Weightier Matters
How much did you pay for gasoline this week? Probably not the same as you did last time you bought it, as it seems the price goes up one week, and down the next. Few things in life fluctuate more than the price of a gallon of gasoline. If you’re like most people, you probably take note of where gas is cheaper, and where it is higher. Yesterday I saw gas prices differ between stations by as much as 50 cents a gallon! Usually the difference isn’t that great, but it can still vary considerably from one station to the next.

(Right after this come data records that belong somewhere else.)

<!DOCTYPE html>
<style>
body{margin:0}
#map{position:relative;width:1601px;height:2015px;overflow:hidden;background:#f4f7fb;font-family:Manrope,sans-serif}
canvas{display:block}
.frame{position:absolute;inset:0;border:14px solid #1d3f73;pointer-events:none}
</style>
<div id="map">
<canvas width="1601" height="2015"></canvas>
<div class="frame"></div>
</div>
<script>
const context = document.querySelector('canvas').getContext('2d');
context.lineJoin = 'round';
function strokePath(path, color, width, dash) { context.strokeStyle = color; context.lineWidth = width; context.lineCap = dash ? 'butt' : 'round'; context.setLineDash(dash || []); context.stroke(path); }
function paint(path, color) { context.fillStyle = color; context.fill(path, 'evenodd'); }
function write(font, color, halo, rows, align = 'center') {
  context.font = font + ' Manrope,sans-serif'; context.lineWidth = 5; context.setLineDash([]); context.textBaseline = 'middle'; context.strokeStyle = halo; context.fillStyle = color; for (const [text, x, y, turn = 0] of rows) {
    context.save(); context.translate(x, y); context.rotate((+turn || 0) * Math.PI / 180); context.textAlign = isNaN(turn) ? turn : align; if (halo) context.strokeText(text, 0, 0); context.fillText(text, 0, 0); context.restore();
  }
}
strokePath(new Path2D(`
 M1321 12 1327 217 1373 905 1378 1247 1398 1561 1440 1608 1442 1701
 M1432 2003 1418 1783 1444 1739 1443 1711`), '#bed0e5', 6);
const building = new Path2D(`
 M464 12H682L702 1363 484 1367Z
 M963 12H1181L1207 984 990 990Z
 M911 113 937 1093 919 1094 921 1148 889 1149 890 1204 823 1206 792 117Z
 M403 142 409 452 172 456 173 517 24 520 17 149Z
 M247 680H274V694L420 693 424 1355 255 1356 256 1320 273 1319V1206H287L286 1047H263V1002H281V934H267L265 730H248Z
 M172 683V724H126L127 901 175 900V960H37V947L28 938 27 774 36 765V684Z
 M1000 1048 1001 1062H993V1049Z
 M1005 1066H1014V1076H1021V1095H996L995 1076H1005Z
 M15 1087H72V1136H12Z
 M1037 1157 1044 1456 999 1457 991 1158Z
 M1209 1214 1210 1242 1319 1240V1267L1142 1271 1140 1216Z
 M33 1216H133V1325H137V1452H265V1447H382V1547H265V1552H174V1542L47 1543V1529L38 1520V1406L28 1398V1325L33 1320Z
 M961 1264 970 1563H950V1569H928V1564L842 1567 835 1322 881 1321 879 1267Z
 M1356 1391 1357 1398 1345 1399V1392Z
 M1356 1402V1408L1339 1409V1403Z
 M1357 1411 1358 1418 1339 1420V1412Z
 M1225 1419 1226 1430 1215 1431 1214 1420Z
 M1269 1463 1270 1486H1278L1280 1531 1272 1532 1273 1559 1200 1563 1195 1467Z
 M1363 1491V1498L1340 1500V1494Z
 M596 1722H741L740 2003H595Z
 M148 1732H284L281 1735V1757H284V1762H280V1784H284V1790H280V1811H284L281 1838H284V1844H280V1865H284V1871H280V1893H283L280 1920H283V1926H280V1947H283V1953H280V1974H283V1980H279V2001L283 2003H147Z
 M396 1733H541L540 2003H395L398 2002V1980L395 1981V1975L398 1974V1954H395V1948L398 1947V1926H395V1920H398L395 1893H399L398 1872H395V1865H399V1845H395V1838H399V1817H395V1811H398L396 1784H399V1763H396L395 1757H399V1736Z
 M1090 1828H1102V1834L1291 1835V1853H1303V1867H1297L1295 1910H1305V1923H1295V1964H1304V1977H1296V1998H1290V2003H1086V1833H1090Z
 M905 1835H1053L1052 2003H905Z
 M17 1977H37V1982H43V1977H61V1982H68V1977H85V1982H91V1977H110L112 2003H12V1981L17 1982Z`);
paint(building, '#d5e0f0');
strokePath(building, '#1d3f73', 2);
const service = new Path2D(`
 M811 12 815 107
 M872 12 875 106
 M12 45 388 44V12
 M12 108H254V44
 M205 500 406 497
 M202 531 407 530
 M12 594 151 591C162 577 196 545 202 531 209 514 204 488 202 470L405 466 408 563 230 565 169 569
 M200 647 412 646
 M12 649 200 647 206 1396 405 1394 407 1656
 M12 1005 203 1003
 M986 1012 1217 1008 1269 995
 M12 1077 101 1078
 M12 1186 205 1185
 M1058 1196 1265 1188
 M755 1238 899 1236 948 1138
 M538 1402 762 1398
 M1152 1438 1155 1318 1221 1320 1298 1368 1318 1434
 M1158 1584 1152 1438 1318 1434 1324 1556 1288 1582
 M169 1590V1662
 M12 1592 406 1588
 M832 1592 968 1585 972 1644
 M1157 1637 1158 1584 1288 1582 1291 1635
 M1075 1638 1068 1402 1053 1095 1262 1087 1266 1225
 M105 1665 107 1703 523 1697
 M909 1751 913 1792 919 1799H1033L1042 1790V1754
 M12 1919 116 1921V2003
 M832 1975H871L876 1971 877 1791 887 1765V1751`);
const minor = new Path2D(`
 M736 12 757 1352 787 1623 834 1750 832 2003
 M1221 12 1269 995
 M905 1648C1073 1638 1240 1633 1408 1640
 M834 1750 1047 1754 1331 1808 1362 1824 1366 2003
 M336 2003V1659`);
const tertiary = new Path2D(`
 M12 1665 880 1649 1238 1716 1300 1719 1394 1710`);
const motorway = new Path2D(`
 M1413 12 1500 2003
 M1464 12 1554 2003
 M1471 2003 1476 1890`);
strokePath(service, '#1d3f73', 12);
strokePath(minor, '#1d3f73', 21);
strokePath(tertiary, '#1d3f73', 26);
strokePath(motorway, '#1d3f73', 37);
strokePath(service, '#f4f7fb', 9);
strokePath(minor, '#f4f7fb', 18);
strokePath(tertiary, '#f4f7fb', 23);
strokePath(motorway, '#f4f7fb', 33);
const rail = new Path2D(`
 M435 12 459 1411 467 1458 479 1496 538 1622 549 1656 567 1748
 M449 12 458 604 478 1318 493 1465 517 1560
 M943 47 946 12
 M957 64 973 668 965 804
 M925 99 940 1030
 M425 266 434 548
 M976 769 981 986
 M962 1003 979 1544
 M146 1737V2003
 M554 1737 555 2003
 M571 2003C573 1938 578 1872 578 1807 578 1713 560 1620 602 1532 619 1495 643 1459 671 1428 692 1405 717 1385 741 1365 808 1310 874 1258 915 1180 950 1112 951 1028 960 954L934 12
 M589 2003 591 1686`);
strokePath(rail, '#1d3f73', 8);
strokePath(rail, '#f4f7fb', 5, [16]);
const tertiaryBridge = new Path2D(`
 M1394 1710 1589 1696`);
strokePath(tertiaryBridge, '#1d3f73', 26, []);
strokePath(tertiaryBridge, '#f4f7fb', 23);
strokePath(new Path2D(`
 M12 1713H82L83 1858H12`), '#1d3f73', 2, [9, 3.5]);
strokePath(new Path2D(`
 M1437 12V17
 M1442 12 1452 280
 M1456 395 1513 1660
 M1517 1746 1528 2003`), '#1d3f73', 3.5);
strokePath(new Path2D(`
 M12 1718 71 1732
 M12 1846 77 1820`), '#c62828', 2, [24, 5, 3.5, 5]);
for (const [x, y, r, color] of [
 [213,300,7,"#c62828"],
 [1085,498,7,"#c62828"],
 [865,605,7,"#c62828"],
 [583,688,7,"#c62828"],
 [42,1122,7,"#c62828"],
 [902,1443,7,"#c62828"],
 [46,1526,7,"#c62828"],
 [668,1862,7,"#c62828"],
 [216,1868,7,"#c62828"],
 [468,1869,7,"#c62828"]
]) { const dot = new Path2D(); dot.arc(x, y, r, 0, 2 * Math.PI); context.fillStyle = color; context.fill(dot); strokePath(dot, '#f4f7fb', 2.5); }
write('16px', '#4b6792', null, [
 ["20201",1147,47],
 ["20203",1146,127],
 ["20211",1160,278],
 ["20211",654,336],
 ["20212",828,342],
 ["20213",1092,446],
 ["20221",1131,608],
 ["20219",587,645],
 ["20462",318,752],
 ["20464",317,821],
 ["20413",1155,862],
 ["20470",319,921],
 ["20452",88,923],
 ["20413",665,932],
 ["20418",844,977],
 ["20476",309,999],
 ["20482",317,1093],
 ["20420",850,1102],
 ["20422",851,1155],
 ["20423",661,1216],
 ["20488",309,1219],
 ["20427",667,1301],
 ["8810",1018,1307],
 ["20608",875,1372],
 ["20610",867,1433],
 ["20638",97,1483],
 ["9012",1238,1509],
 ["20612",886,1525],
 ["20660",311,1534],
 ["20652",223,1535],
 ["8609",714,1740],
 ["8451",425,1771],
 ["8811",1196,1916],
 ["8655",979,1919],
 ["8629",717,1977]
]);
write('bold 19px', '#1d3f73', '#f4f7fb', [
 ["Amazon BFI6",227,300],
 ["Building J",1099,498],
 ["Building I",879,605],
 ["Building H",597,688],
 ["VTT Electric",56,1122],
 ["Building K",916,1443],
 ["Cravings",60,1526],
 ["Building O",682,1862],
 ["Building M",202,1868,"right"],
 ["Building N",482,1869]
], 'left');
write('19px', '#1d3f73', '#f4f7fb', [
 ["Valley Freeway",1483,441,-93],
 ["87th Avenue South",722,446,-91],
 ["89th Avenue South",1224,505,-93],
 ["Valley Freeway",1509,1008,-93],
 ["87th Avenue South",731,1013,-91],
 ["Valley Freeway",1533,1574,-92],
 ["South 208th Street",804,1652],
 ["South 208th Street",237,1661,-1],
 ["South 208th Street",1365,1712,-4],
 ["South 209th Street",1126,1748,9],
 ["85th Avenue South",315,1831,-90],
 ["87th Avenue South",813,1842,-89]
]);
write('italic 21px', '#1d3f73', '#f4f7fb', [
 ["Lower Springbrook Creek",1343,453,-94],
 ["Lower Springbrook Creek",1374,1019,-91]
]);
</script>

Have you ever noticed how people will drive out of their way to find cheap gas? Because they know of a place where they can save a few cents a gallon, they will take the long way, to save money. But the average gas tank doesn’t hold enough to make the savings very significant, and the extra cost spent in driving the extra miles can negate any savings realized. People literally “spend a dollar to save a quarter”!
People have been doing that for centuries. Obviously we’re not discussing fossil fuels any more, as they haven’t been our main source of energy for more than a century or so. But twenty centuries ago, Jesus spoke to a group of people who were, in effect, doing this very thing. In Matthew 23:23, we read of a group of people who went to extremes to obey the letter of the law, and were very meticulous about staying within the lines of what the law dictated. But they left out the most important part. These people were the scribes and Pharisees, whom Christ called hypocrites. He said they were tithing, which they did with extreme exactitude, but they were lacking in the weightier matters…that is, the more important aspects of the law. Justice, mercy and faith went by the wayside as they counted out every tenth mint leaf or seed or grain, making sure all the while not to pay too little or too much. But the spiritual aspects of the law were totally neglected. Christ said they were straining out gnats, but swallowing camels. They were remaining obedient in minute things, but ignoring things that were far more important.

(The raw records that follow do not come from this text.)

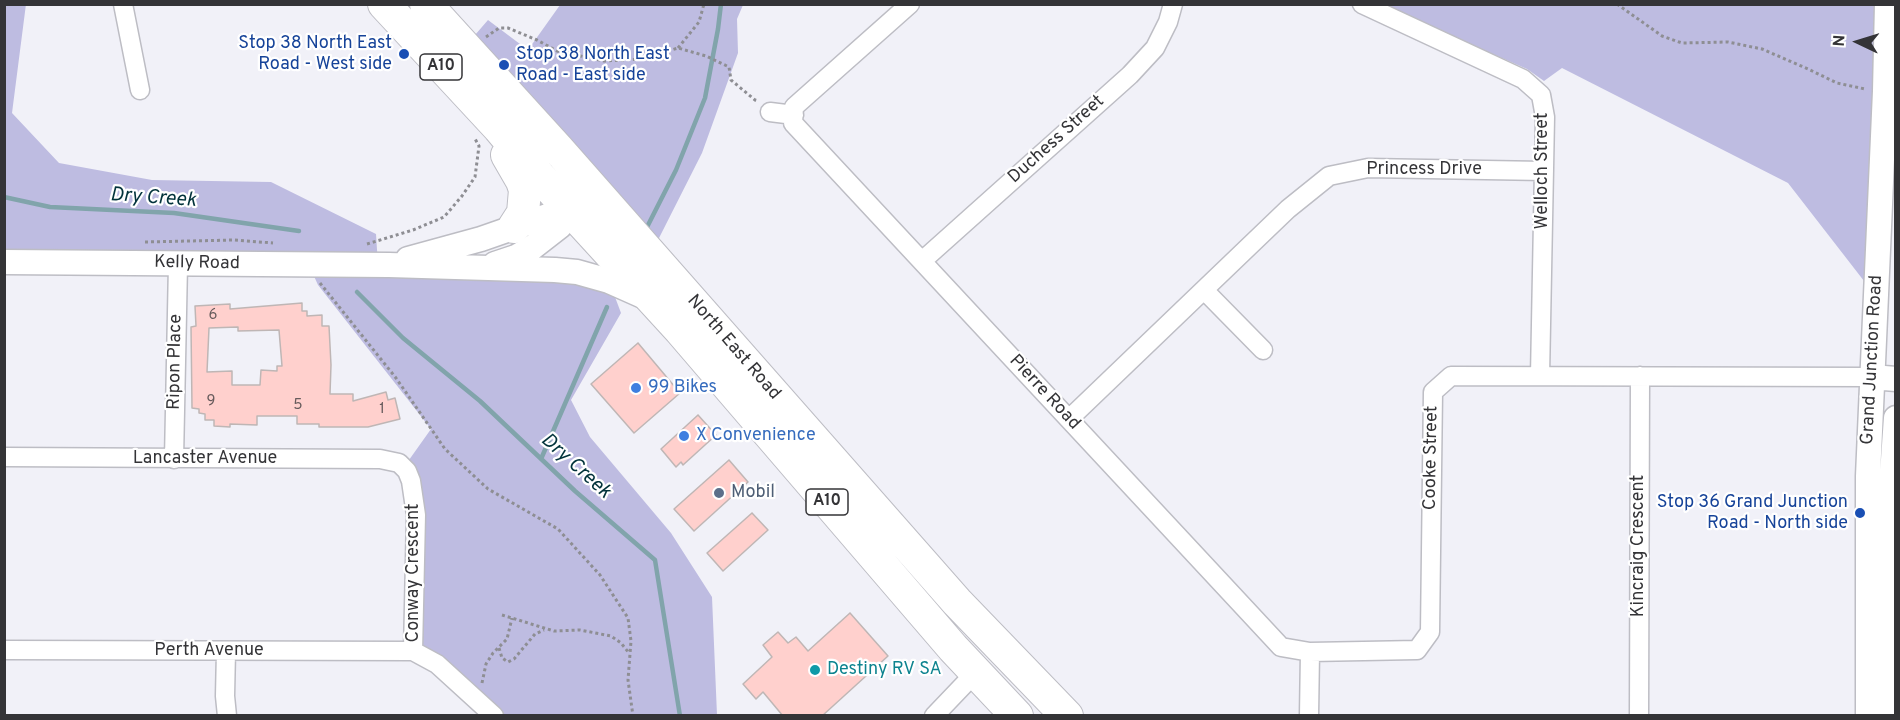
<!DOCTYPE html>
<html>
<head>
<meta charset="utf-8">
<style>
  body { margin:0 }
  #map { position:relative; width:1900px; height:720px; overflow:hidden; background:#f1f1f8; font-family:Overpass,sans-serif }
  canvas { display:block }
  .frame { position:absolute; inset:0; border:6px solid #343437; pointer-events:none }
  .north { position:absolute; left:1828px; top:12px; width:60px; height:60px; -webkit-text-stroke:4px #fff; paint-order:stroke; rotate:274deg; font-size:16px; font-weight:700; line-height:24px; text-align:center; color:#343437 }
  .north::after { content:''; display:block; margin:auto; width:21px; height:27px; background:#343437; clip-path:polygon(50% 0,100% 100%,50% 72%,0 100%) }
</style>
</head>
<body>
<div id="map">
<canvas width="1900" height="720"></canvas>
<div class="frame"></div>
<div class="north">N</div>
</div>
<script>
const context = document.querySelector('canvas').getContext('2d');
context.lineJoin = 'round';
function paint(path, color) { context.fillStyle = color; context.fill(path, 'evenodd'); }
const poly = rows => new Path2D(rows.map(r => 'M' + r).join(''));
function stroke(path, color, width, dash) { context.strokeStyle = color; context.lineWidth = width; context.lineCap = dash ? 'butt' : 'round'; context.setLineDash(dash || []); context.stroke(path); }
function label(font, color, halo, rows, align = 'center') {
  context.font = font + ' Overpass,sans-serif'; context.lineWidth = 4.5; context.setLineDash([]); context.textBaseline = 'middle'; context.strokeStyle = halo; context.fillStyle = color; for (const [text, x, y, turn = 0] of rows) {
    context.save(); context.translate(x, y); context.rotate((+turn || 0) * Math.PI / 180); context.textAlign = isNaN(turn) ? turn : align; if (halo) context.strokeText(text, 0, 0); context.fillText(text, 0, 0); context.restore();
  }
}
paint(poly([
  [26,4,12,113,59,163,152,180,271,182,376,234,378,265,609,281,621,313,571,400,590,437,671,533,712,597,717,715,494,715,422,655,416,515,404,467,431,429,318,285,309,265,5,262,5,5],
  [560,5,743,5,737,19,738,53,702,153,658,240,475,35,488,20,528,50],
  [1380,5,1876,5,1871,290,1788,183,1562,68,1544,81,1527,69]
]), '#bebce1');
stroke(poly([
  [4,197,50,207,174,213,299,231],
  [645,231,676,170,705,98,718,29,721,4],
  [357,292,403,338,480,401,575,491,655,560,680,716],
  [541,459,607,307]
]), '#81a4ab', 4.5);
const building = poly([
  [302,303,302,311,307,311,307,316,322,315,322,326,329,326,331,365,330,394,353,394,353,401,386,392,388,400,395,398,400,419,368,427,319,427,319,424,297,424,297,416,257,416,257,425,230,424,230,427,214,426,214,420,205,420,205,414,199,413,199,409,192,408,191,327,196,326,195,306,230,304,230,309,302,303],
  [238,327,238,331,279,330,282,366,277,366,277,371,261,370,260,385,232,385,232,371,207,372,209,328,238,327],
  [638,343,680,393,634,433,591,384,638,343],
  [698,415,716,435,683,465,681,462,676,467,661,449,698,415],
  [729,460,748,482,694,531,674,509,729,460],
  [752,513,768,530,723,571,707,553,752,513],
  [850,613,888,656,822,716,783,716,763,692,756,699,743,684,772,657,763,645,778,632,788,643,796,637,808,651,850,613]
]);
paint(building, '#ffd0cd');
stroke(building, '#bfb6b5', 1.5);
const street = poly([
  [123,4,140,90],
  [910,4,794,107,793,123,1281,647,1310,652],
  [1362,4,1523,79,1541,95,1545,117,1540,376],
  [770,112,794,115],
  [922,261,1130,75,1155,48,1168,22,1173,4],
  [1204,290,1263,350],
  [1069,419,1288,209,1329,176,1368,168,1544,171],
  [4,457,380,459,399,463,407,471,411,481,416,515,413,651,437,664,494,716],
  [174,459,178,264],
  [4,650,413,651],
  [226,651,225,696,227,716],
  [934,716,976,672],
  [1309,716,1310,652,1417,650,1430,632,1433,392,1451,376,1872,377],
  [1639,716,1640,376]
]);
const secondary = poly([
  [408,259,481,239,550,215,571,211],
  [4,262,389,265,555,270,577,272,609,281,645,297],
  [495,264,516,257,533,247,560,226,571,211],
  [1872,377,1896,379],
  [1868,716,1868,476,1885,91,1887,4],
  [1892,716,1891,578,1892,474,1896,418]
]);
const highway = poly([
  [384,4,499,128,539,176,680,330,953,648,1017,716],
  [426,4,558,149,957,602,1067,716],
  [507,155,522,181,525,190,523,213,514,227]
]);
stroke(street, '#bdbdc4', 21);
stroke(secondary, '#bdbdc4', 27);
stroke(highway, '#bdbdc4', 34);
stroke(poly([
  [1617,4,1662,36,1682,43,1728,42,1762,49,1808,69,1837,83,1865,89],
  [486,37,499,28,508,28,537,40,557,51,604,61,641,59,678,48,706,56,729,67,731,80,755,100,759,101],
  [678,48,699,22,704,4],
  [145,242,234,240,273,243],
  [367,244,413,230,444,217,462,196,475,177,479,146,474,137],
  [320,283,396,378,445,449,488,489,558,529,600,575,628,618,631,641,628,680,633,716],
  [502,615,554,631,580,630,611,636,621,643,629,653],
  [499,648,502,658,508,662,514,659,535,634,544,630],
  [482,683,486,664,493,653,507,639,512,618]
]), '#8e8e93', 3, [3, 3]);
stroke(street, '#fff', 18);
stroke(secondary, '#fff', 24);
stroke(highway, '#fff', 32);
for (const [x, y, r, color] of [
  [404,54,6,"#1a4fb4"],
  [504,65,6,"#1a4fb4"],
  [636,388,6,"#3f7fe0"],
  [684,436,6,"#3f7fe0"],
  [719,493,6,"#5c6f8a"],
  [1860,513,6,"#1a4fb4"],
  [815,670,6,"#0f9aa8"]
]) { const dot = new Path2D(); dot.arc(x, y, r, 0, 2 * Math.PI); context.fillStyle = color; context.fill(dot); stroke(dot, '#fff', 2); }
label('15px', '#675b5c', null, [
  ["6",213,316],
  ["9",211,402],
  ["5",298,406],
  ["1",382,410]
]);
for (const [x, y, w] of [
  [441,67,42],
  [827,502,42]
]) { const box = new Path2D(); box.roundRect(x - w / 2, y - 13, w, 26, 4.5); context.fillStyle = '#fff'; context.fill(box); stroke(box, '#343437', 1.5); }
label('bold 16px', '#343437', null, [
  ["A10",441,67],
  ["A10",827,502]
]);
label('18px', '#164399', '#fff', [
  ["Stop 38 North East",392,44],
  ["Road - West side",392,65],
  ["Stop 38 North East",516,55,"left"],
  ["Road - East side",516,76,"left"],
  ["Stop 36 Grand Junction",1848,503],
  ["Road - North side",1848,524]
], 'right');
label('18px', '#343437', '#fff', [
  ["Duchess Street",1057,140,-42],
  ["Princess Drive",1424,170],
  ["Welloch Street",1543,171,-90],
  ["Kelly Road",197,264,1],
  ["North East Road",733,348,49],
  ["Grand Junction Road",1873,360,-87],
  ["Ripon Place",176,362,-89],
  ["Pierre Road",1044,393,47],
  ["Cooke Street",1432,458,-89],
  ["Lancaster Avenue",205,459],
  ["Kincraig Crescent",1639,546,-90],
  ["Conway Crescent",414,573,-90],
  ["Perth Avenue",209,651]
]);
label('18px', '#366cbe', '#fff', [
  ["99 Bikes",648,388],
  ["X Convenience",696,436]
], 'left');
label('18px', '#4e5e75', '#fff', [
  ["Mobil",731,493]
], 'left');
label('18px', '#0d838f', '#fff', [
  ["Destiny RV SA",827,670]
], 'left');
label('italic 20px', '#02333b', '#fff', [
  ["Dry Creek",153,199,4],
  ["Dry Creek",575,467,42]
]);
</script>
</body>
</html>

Their problem was that they were trying to look righteous to men. If the physical part of the law was disobeyed, it would be noticed. Reputations would suffer. But breaking the spiritual aspects of the law is not always as obvious. They didn’t care about that part. Christ called them whitewashed tombs. On the surface they were spotless and clean, but inside, totally corrupted with hypocrisy and lawlessness. They placed more emphasis on keeping the Sabbath in a strict and unbalanced way, such that they criticized the act of healing on that day, despite the fact that by performing a healing, Christ was showing compassion and mercy to someone in need. They were going out of their way to save their reputation before men, but at the expense of inner righteousness which is the more important part. Their own tradition became their law, and it became their god.
Are we like that? Do we ever go out of our way to follow God’s law, only to find that we’re neglecting the spiritual intent? For example, do we put so much emphasis on getting to Sabbath services, that we drive recklessly to make it on time, perhaps putting other people in danger? Better to get there late than to not get there at all, and maybe harming someone else in the process. Or do we try so hard to keep the Sabbath, and avoid all things not Sabbath-friendly, that we forget what we should be doing on that day? Do we concentrate on avoiding thoughts of a secular nature, that we don’t have the chance to pray or study God’s word? Worse yet, do we even get judgmental of the way someone else keeps the Sabbath?
Let’s be sure we’re keeping God’s laws in their full spiritual intent, and not to be seen by other people. Don’t go out of your way to keep one point of the law that it causes you to neglect the rest. That one point may be important, but don’t leave the rest undone! Concentrate on the weightier matters, and live according to the spiritual intent of God’s law.